まったりと執筆して参りたいと思います。気長にお付き合いいただければ光栄です。
《あらすじ》
日本のようで日本でない世界・新日本。
そこには、裏社会の悪を裁く組織が存在したーーその名は『新日本警察エリミナーレ』。
……とかっこよく言ってみるものの、案外のんびり活動している、そんな組織のお話です。
シリアス展開も多少あると思います。
《目次》
プロローグ >>01-02
歓迎会編 >>05 >>08 >>13-18 >>23
三条編 >>24-25 >>30-31 >>34-35 >>38
交通安全教室編 >>39-40 >>43
茜&紫苑編 >>44-46 >>49-54 >>59-62 >>65 >>68-70
すき焼き編 >>72 >>76-78
襲撃編 >>79-84
お出掛け編 >>85-89 >>92-95 >>98 >>101-105 >>108-109
李湖&吹蓮編 >>112-115 >>120-121 >>126 >>129-140
畠山宰次編 >>141-146 >>151-158
約束までの日々編 >>159-171
最終決戦編 >>172-178 >>181-188
恋人編 >>189-195 >>198 >>201-202
温泉旅行編 >>203-209 >>212-226
結末編 >>227-229
エピローグ >>230
《イラスト》
武田 康晃 >>28 (御笠さん・画)
モルテリア >>55 (御笠さん・画)
一色 レイ >>63 (御笠さん・画)
京極 エリナ >>90 (御笠さん・画)
天月 沙羅 >>123 (御笠さん・画)
《感想など、コメントありがとうございました!》
いろはうたさん
麗楓さん
mirura@さん
ましゅさん
御笠さん
横山けいすけさん
てるてる522さん
mさん
MESHIさん
雪原みっきぃさん
織原姫奈さん
俺の作者さん
みかんさいだーくろばーさん
ホークスファンさん
IDさん
- Re: 新日本警察エリミナーレ ( No.135 )
- 日時: 2018/02/04 19:08
- 名前: 四季 ◆7ago4vfbe2 (ID: exZtdiuL)
77話「もはや懐かしい顔」
本棚の整理を終えた頃には、心はすっかり落ち着いていた。
軽い運動には疲労回復効果がある。

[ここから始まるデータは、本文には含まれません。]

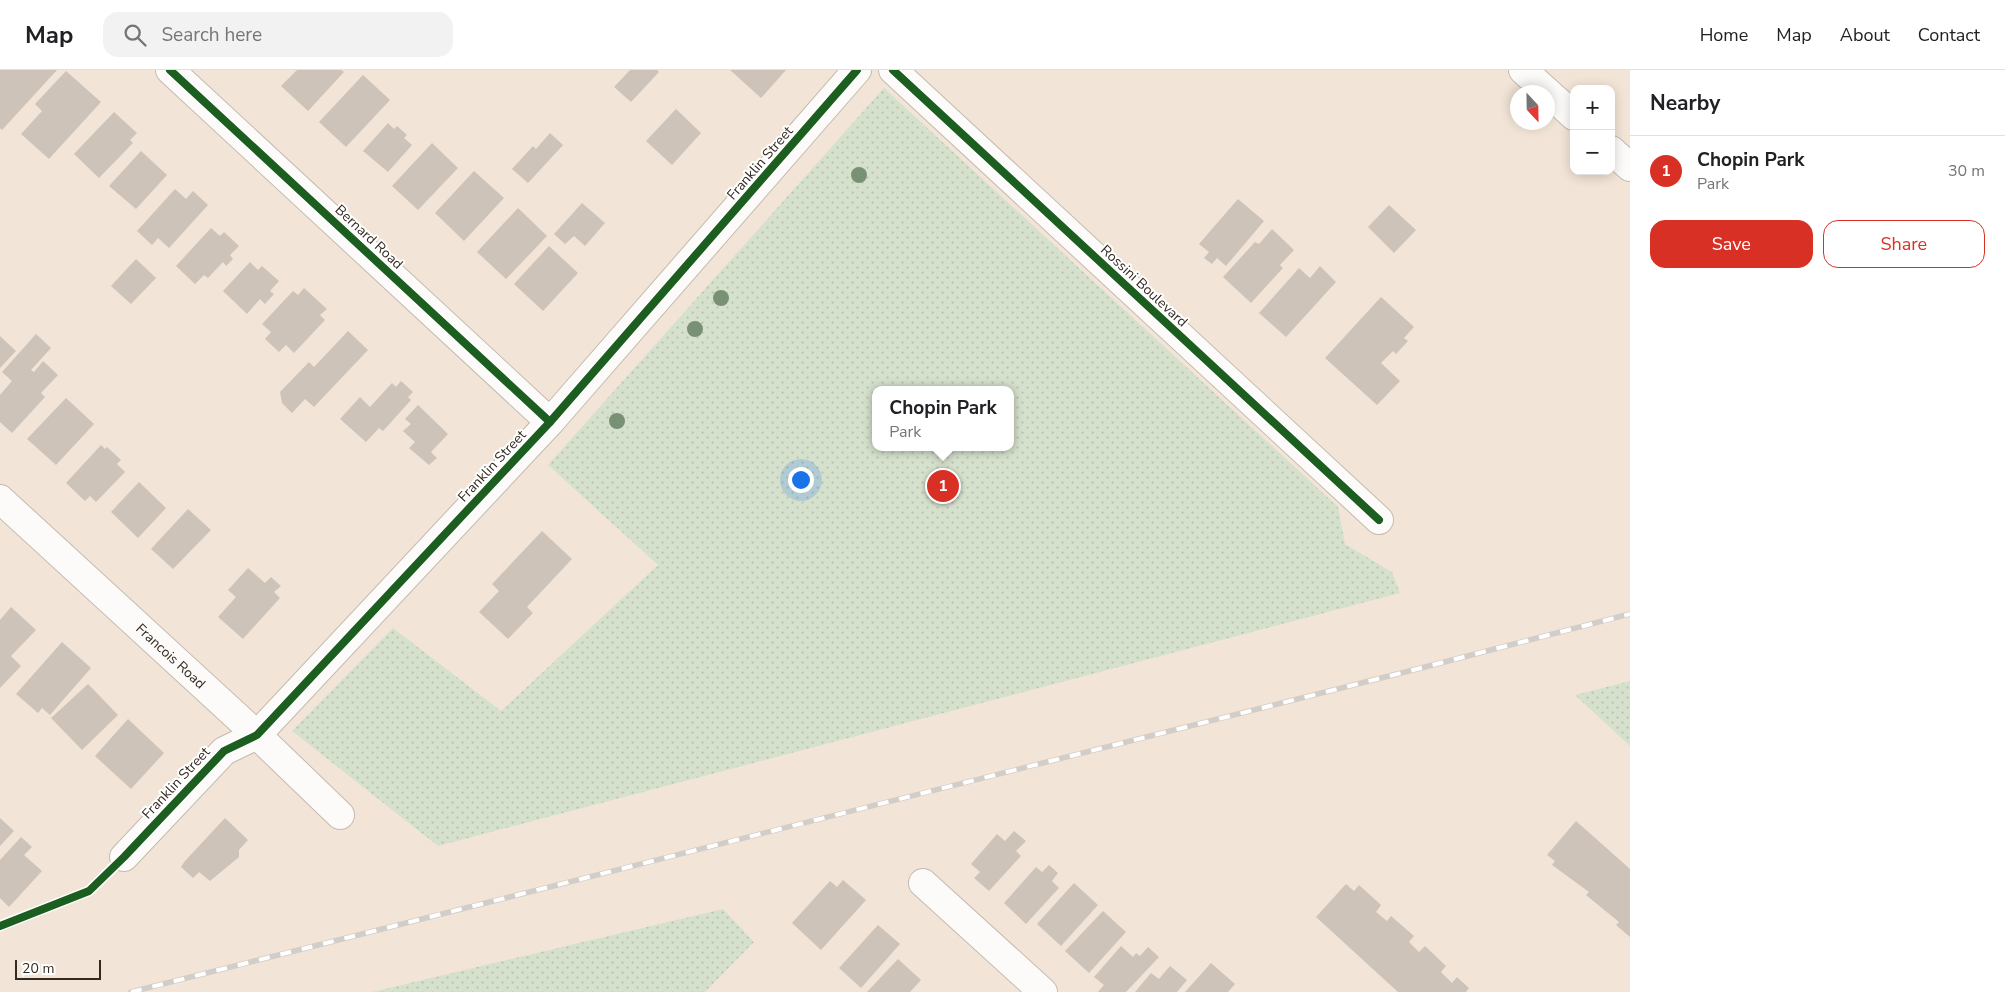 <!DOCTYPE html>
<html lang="en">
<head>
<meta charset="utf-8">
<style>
	body { margin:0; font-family:"Nunito Sans",sans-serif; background:#f2f2f2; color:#202124 }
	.controls { position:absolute; right:15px; top:15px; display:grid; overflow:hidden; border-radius:10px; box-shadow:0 2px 12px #0003 }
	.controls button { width:45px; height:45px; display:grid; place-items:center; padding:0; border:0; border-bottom:1px solid #e0e0e0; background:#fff; color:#202124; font:25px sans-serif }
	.compass { position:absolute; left:1510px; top:15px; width:45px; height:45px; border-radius:50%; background:#fff; box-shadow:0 2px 12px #0003; rotate:158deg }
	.scale { position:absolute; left:15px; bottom:12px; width:86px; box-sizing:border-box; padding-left:5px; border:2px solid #332a21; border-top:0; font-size:14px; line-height:18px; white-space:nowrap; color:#332a21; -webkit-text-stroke:4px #fff; paint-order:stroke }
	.you { position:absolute; left:800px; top:409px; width:18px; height:18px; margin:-12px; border:4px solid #fff; border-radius:50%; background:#1a73e8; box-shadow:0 0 0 8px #1a73e833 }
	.badge { display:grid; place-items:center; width:32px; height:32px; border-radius:50%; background:#d93025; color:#fff; font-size:16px; font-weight:700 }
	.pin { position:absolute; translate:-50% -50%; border:2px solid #fff; box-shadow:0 1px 5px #0006 }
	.popup { position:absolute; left:872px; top:316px; width:142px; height:65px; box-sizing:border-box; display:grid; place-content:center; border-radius:10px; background:#fff; filter:drop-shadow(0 1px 4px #0005); font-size:16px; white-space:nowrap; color:#757577 }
	.popup b { font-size:19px; color:#202124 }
	.popup::after { content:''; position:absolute; left:50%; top:100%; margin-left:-10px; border:10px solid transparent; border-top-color:#fff }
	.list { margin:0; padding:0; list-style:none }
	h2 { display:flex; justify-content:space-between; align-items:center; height:65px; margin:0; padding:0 20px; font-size:21px }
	h2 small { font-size:16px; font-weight:400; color:#757577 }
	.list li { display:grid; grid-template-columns:32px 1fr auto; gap:15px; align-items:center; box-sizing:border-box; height:70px; padding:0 20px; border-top:1px solid #e0e0e0 }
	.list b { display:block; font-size:19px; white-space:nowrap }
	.list p { margin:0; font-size:16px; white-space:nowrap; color:#757577 }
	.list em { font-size:16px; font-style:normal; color:#757577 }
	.actions { display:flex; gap:10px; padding:15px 20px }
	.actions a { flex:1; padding:11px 0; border:1px solid #d93025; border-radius:15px; text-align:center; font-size:18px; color:#d93025 }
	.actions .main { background:#d93025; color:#fff }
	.icon { flex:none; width:28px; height:28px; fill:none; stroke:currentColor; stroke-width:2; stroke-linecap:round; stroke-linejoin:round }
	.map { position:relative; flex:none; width:1630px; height:922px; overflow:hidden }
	header { display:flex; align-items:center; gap:30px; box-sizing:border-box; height:70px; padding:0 25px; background:#fff; border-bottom:1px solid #e0e0e0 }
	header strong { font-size:24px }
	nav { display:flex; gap:28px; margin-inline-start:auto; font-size:18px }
	.search { width:350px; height:45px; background:#f2f2f2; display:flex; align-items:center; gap:12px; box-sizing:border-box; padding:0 18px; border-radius:15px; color:#757577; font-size:19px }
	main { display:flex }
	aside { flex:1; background:#fff }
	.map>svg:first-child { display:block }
	.park { fill:url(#park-dots); fill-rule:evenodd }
	.building { fill:#cec3b9 }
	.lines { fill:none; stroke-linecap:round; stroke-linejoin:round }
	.street-casing { stroke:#c4baaf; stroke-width:30 }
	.street { stroke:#fdfbf9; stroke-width:28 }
	.rail-casing { stroke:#d1cdc9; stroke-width:5.5 }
	.rail { stroke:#fff; stroke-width:4; stroke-dasharray:11; stroke-linecap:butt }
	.cycleway-casing { stroke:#fff; stroke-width:11 }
	.cycleway { stroke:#1b5e20; stroke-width:8 }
	.tree { fill:#789175 }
	.labels { text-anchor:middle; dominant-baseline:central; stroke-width:4; stroke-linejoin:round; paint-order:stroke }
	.street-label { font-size:14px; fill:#332a21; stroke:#fff }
</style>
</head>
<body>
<header>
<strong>Map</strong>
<div class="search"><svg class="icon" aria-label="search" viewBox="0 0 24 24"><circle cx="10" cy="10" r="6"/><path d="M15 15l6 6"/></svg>Search here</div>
<nav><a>Home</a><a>Map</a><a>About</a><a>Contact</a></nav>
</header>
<main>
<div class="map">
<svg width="1630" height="922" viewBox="0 0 1630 922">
	<defs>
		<pattern id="park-dots" width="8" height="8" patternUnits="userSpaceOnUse" patternTransform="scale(1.25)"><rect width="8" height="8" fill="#d6e1cd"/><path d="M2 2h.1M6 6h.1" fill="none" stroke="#b8c1b0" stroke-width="1.8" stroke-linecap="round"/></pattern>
	</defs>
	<rect width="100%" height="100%" fill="#f2e5d7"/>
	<g class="park">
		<path d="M884 18 1338 437 1345 474 1392 502 1400 523 438 776 292 661 393 558 501 641 658 495 548 395ZM876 320H1010V377H876Z"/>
		<path d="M1630 611V676L1575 625Z"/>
		<path d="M723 839 754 872 705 922H372Z"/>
	</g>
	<g class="building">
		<path d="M0 0H57L2 60 0 58Z"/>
		<path d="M297 0H341L344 2 308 41 281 16Z"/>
		<path d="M630 0H657L659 2 631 32 614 17Z"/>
		<path d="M730 0H786L761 28Z"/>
		<path d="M66 1 101 32 49 89 21 64 42 41 35 34Z"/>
		<path d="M363 5 390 30 346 77 319 52Z"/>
		<path d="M676 39 701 63 672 95 646 71Z"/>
		<path d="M114 42 137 63 130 70 133 73 99 108 74 84Z"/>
		<path d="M388 53 394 59 397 56 407 65 404 68 412 75 388 102 363 81Z"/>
		<path d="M550 63 563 75 528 113 512 99 533 76 536 79Z"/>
		<path d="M432 73 458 98 418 140 392 116Z"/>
		<path d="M141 81 167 105 136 139 109 116Z"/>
		<path d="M474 101 504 128 464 171 435 143Z"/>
		<path d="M175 119 186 129 193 121 208 135 169 178 158 168 152 175 137 161Z"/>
		<path d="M1238 129 1264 151 1226 196 1217 188 1212 194 1204 188 1209 182 1199 174Z"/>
		<path d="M582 133 605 153 585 176 574 166 565 174 554 164Z"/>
		<path d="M1389 135 1416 160 1394 183 1368 157Z"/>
		<path d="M518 138 547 166 506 209 477 182Z"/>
		<path d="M211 158 220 166 224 162 239 176 230 185 233 189 226 196 223 192 208 208 204 205 195 214 176 196Z"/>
		<path d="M1272 159 1294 180 1280 195 1283 198 1251 233 1223 207 1255 172 1259 174Z"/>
		<path d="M549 176 578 203 543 241 514 214Z"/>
		<path d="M136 189 156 208 131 234 111 216Z"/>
		<path d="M250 192 258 200 262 196 279 211 270 221 274 224 265 234 260 229 247 244 223 221Z"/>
		<path d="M1320 196 1336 212 1286 267 1259 243 1299 198 1310 208Z"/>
		<path d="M304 218 327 239 320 245 325 250 294 283 286 275 279 282 265 269 271 262 262 254 293 221 298 225Z"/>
		<path d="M1381 227 1414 257 1404 268 1408 271 1396 284 1393 281 1381 293 1400 311 1377 335 1325 288Z"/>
		<path d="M348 261 368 280 314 337 305 329 292 343 282 333 280 322 309 292 314 297Z"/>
		<path d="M36 264 51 278 31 300 34 302 43 291 58 305 41 323 45 327 12 363 0 352V325L12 311 2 302Z"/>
		<path d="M0 266 16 281 0 298Z"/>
		<path d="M401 311 413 322 408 327 411 330 383 361 379 358 366 372 340 349 360 327 370 337 392 313 396 317Z"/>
		<path d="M66 328 94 354 56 395 27 369Z"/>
		<path d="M418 335 448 364 431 382 437 388 429 395 409 378 415 372 403 361 411 354 405 349Z"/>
		<path d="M101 375 105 379 107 377 121 390 117 394 125 402 96 432 90 426 85 431 66 413Z"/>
		<path d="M139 412 166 438 138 468 111 442Z"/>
		<path d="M188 439 211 460 173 499 151 479Z"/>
		<path d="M542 461 572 489 527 537 533 543 508 569 479 542 499 521 492 514Z"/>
		<path d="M248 498 265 513 271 507 281 516 274 522 280 528 243 569 218 547 236 527 228 520Z"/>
		<path d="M11 537 36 560 11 586 21 596 0 618V550Z"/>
		<path d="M62 572 91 598 50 645 42 638 38 643 16 624Z"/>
		<path d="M88 614 118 645 82 680 51 648Z"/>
		<path d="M128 649 164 683 131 719 95 686Z"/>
		<path d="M0 748 14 761 0 776Z"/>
		<path d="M225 748 248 770 239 780V787L210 811 199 802 193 808 181 797 185 791Z"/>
		<path d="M1576 751 1630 799V867L1616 855 1619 852 1586 825 1589 822 1552 795 1555 791 1547 785Z"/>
		<path d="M1014 761 1026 771 1016 781 1021 786 989 821 974 808 980 802 971 794 997 764 1005 771Z"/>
		<path d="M21 767 32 777 24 785 42 801 9 837 0 828V790Z"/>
		<path d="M1049 795 1058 803 1052 811 1059 818 1026 854 1004 833 1036 797 1042 802Z"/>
		<path d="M843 810 866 830 821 880 792 853 830 811 837 817Z"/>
		<path d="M1074 813 1098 835 1061 876 1037 854Z"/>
		<path d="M1346 814 1354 821 1359 815 1381 835 1376 842 1387 851 1391 846 1414 866 1409 872 1419 882 1425 876 1446 896 1441 902 1452 913 1457 907 1469 918 1466 922H1398L1316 847Z"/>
		<path d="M1103 841 1126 862 1089 903 1065 881Z"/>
		<path d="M878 855 900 874 861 918 839 898Z"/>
		<path d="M1121 876 1133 887 1136 883 1140 886 1148 877 1159 887 1126 922H1098L1104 915 1094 907Z"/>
		<path d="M898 889 921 910 910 922H867Z"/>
		<path d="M1211 893 1235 914 1228 922H1185Z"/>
		<path d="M1170 896 1187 910 1177 922H1135L1151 903 1159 909Z"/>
	</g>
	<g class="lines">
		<defs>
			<g id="street">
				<path d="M170 0 550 352"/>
				<path d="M893 0 1379 450"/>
				<path d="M1523 0 1574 46"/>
				<path d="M1611 80 1630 97"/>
				<path id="s1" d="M0 429 257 665 340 745"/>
				<path d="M124 787 224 681 257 665 550 352 857 0"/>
				<path d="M923 813 1043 922"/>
			</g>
		</defs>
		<use href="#street" class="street-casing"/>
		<use href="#street" class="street"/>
		<defs>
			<path id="rail" d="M131 922 1425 597 1630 544"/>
		</defs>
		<use href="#rail" class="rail-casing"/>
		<use href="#rail" class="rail"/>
		<defs>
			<g id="cycleway">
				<path d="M170 0 550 352"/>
				<path d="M893 0 1379 450"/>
				<path d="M0 856 89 821 124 787 224 681 257 665 550 352 857 0"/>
			</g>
		</defs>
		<use href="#cycleway" class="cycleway-casing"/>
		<use href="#cycleway" class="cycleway"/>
	</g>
	<g class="tree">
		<circle cx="859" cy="105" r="8"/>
		<circle cx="721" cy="228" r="8"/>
		<circle cx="695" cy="259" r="8"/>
		<circle cx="617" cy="351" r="8"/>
	</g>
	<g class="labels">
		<g class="street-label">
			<text transform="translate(760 93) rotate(-49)">Franklin Street</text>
			<text transform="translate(369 167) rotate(43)">Bernard Road</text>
			<text transform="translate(1144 216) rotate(43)">Rossini Boulevard</text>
			<text transform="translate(492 396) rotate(-47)">Franklin Street</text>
			<text stroke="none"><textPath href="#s1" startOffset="232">Francois Road</textPath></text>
			<text transform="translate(176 713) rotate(-47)">Franklin Street</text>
		</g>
	</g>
</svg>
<div class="controls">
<button>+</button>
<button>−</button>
</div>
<svg class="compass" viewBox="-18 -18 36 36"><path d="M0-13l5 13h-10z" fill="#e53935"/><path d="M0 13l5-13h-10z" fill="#757577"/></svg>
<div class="scale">20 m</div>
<div class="you"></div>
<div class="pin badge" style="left:943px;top:416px">1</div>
<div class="popup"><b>Chopin Park</b>Park</div>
</div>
<aside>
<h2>Nearby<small></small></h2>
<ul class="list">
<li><span class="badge">1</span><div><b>Chopin Park</b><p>Park</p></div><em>30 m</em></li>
</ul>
<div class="actions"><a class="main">Save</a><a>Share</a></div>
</aside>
</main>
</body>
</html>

大学時代、授業でそんなことを聞いた記憶がある。当時は「横になる方が休まるに違いない」と考え、話半分に聞いていたが、あながち間違いでもないようだ。
「……お疲れ様。抹茶ラテ……と、若狭さんの無農薬イチゴ……」
キッチンからやって来たモルテリアは、コップ三つと一枚の皿が乗ったお盆を持っていた。皿には小さなイチゴが五つほど乗っている。
「俺のはやっぱなしっすか?」
「今日は……ある」
どうやら今回はナギも働いていたと認められたようだ。良かった良かった。
「……イチゴ、昨日の残り……。我慢した……」
我慢して残して五粒。
若狭さんの無農薬イチゴはそんなに美味しいのだろうか……。
イチゴをつまみ、モルテリアが淹れてくれた抹茶ラテを飲みながら、私たちはひと休みした。
数分くらい経っただろうか。玄関の方から唐突に、鍵を開ける音がした。
扉が開く気配と同時に、春の暖かい風とエリミナーレらしい喧騒が戻ってくる。たまに疲れることはあり、けれど、なければないで心が空っぽになる——そんな騒々しさがようやく帰ってきたようだ。
もしかしたらレイやエリナもいるかもしれない。
少しでも早くみんなの顔を見たくて、私は急いで玄関へ向かう。このような胸の高鳴りを、武田関連以外で感じるのは久々だ。
「あら、沙羅がお出迎え?」
一番に遭遇したのは、先頭を歩いてきていたエリナだった。
彼女は私を目にするなり、「今日は随分張り切っているのね」と冗談めかす。出会うなりこれとはさすがだ。ただ、今は、その彼女らしさに触れられたことが嬉しく感じられる。
懐かしいこの感じ、嫌いじゃない。
「エリナさん、帰ってこられたんっすね!」
私の後ろから現れたのはナギ。
明るく振る舞っていた彼も、内心仲間の身を案じていたのだろう。非常に嬉しそうな顔をしている。
「ナギ、留守番お疲れ様」
エリナは微笑しつつ、あっさりした調子でナギをねぎらう。言葉だけのねぎらいだが、ナギが不満を漏らすことはなかった。
「いやいや!たいしたことしてないっすよ!」
頭に手を当てながらはにかむナギ。その頬は林檎のように赤みを帯びている。女性と接することには慣れていそうな彼が「お疲れ様」の一言だけで赤くなるとは少しばかり意外だ。予想外に初々しい。
「怪我とかないっすか?」
「ないわね」
「色々あって疲れてないっすか?」
「それほど弱くないわ」
ナギは、淡々とした足取りでリビングへ向かうエリナに、質問を繰り返す。エリナは面倒臭そうな表情を浮かべ、適当にあしらっていた。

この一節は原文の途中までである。